--- START ---

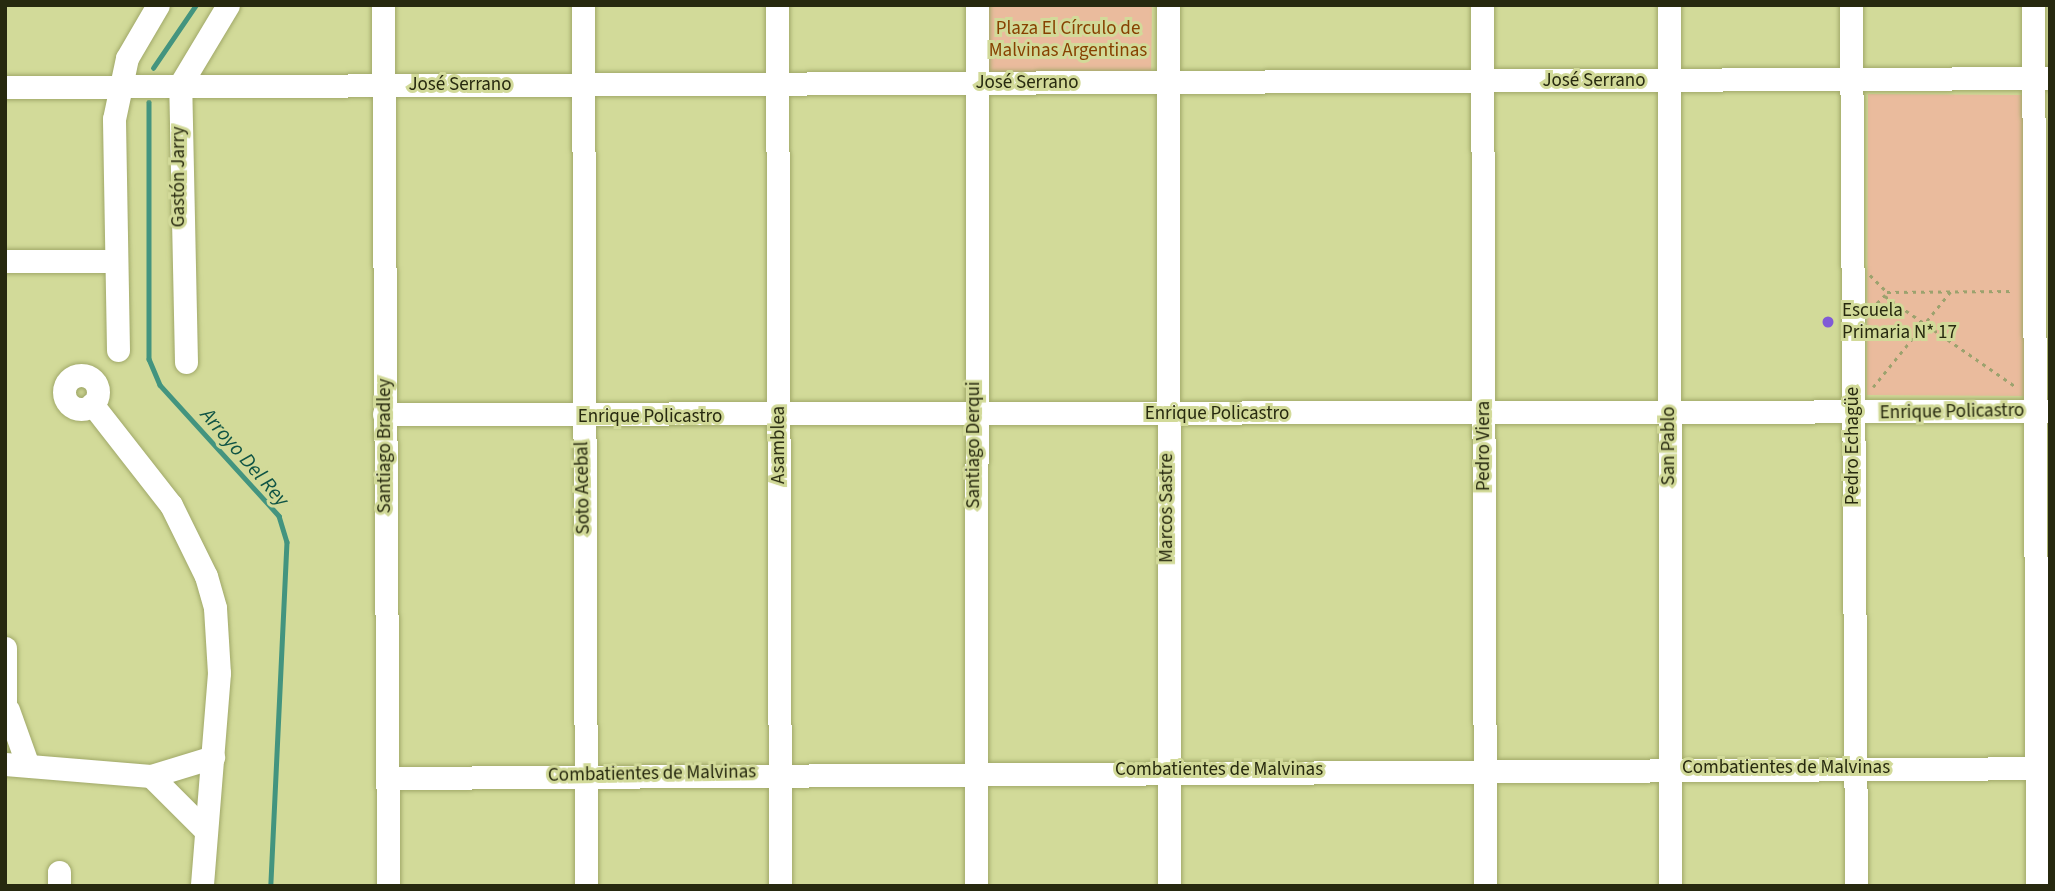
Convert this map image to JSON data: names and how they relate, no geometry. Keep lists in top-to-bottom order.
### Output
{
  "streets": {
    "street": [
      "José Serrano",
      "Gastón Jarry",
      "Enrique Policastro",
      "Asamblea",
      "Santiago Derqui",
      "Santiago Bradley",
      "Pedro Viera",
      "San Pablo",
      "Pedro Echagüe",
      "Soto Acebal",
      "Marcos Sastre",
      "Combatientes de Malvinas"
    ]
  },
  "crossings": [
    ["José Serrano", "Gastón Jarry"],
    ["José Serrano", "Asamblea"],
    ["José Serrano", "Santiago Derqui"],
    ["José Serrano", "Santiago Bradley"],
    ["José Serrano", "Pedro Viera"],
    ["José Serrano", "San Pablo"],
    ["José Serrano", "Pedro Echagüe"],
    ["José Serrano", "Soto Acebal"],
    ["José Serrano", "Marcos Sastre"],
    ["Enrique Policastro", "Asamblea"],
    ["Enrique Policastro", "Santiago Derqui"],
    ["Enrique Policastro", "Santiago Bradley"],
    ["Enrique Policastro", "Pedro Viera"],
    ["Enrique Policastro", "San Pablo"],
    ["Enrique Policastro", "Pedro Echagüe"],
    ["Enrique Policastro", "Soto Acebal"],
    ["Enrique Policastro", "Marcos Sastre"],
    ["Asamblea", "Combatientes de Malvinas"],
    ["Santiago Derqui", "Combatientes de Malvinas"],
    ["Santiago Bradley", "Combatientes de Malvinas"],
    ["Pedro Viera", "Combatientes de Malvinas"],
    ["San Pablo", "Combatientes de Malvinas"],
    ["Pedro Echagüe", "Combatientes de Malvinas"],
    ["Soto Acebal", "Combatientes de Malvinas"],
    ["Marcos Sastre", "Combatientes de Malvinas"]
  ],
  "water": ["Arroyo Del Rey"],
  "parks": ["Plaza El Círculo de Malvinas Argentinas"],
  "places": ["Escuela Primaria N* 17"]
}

--- END ---
--- START ---

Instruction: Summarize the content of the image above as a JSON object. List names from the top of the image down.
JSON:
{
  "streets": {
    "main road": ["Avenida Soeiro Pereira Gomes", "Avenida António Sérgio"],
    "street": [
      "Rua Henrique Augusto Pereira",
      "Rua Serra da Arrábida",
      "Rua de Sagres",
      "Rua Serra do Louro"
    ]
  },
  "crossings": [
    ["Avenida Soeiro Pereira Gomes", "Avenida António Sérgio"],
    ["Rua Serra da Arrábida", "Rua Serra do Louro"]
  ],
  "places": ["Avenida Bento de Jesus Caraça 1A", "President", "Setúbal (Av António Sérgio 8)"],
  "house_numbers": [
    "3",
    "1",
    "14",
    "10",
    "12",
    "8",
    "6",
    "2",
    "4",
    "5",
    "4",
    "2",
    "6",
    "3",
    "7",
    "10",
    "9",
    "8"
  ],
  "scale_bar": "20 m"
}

--- END ---

→ **YOUR TASK**: Scan the entries above for the string "Gastón" and copy each line containing it.

→ **WRITTEN SOLUTION**:
      "Gastón Jarry",
    ["José Serrano", "Gastón Jarry"],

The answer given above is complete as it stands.